Rachel M. - Lancaster, England - Fall 2012


So you’ve decided to go abroad and now you have to read my blog. Well, let me tell you, it has been tough to get time to write this, so I certainly hope you appreciate it. Let me be one to tell you that going abroad is so much work and it is really tiring. Don’t be fooled to think it will be super awesome all the time. However, once you are at your destination and surrounded by everything different, it will be worth it. Your experience won’t be like mine and mine has certainly not been like anyone’s that I have talked to. But don’t think I can’t tell you something helpful, or at least amuse you with my tales of my British experience! So alas, let’s move on.
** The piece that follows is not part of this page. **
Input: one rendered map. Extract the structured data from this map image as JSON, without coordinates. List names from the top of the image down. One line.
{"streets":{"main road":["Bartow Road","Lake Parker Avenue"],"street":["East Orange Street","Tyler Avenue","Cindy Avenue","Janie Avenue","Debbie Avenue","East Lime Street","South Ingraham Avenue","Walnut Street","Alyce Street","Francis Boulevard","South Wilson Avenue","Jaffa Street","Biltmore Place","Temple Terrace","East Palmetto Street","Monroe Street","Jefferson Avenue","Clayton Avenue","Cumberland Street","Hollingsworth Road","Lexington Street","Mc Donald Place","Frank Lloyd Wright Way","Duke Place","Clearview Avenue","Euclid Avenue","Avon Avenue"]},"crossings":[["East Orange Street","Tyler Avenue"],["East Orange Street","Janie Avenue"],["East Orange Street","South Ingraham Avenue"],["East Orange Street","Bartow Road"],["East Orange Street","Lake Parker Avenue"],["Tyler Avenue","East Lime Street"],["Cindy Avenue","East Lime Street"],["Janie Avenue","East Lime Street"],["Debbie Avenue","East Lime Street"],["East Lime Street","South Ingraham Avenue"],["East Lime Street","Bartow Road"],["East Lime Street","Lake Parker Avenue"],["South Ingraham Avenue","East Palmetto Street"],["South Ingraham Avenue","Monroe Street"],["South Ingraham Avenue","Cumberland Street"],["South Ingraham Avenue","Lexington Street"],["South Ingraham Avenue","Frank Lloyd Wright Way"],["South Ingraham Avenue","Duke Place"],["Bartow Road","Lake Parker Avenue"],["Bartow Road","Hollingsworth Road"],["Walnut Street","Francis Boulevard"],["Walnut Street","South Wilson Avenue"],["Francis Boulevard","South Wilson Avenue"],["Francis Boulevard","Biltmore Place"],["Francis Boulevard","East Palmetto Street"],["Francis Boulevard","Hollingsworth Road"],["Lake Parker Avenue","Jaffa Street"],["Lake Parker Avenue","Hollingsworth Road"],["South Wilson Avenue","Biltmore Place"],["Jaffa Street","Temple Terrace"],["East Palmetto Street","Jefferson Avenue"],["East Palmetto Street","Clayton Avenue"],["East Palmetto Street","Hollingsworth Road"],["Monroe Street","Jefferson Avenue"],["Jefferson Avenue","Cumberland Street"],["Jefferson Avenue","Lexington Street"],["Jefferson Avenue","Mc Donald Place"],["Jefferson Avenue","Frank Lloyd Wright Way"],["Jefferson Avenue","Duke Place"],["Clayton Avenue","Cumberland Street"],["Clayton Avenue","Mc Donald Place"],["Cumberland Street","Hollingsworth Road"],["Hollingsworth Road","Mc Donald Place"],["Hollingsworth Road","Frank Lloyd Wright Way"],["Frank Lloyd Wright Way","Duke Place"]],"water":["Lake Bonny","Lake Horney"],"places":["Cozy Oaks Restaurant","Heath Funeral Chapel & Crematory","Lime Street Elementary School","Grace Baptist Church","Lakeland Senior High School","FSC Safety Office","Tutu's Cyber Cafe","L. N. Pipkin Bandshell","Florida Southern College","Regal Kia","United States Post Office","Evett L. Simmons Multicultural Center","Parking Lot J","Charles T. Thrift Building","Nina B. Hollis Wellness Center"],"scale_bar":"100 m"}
I spent a couple days in London before going to my school, and that was really different. My program that brought me abroad was IFSA- Butler, and they had an orientation for all the students studying in England. So they put us all up in a hotel and we had a couple meetings, then they set us loose in the middle of London. It was fun, but I really just wanted to get to my university. But I did go out drinking with the other Americans, bought my UK phone (far too many choices if you ask me), and slept. That was great. The jet lag was over and done with once I slept for like 13 hours.  I got to see some of the famous sites in London, but I will probably go back on my own at some point during the semester and really explore it for myself.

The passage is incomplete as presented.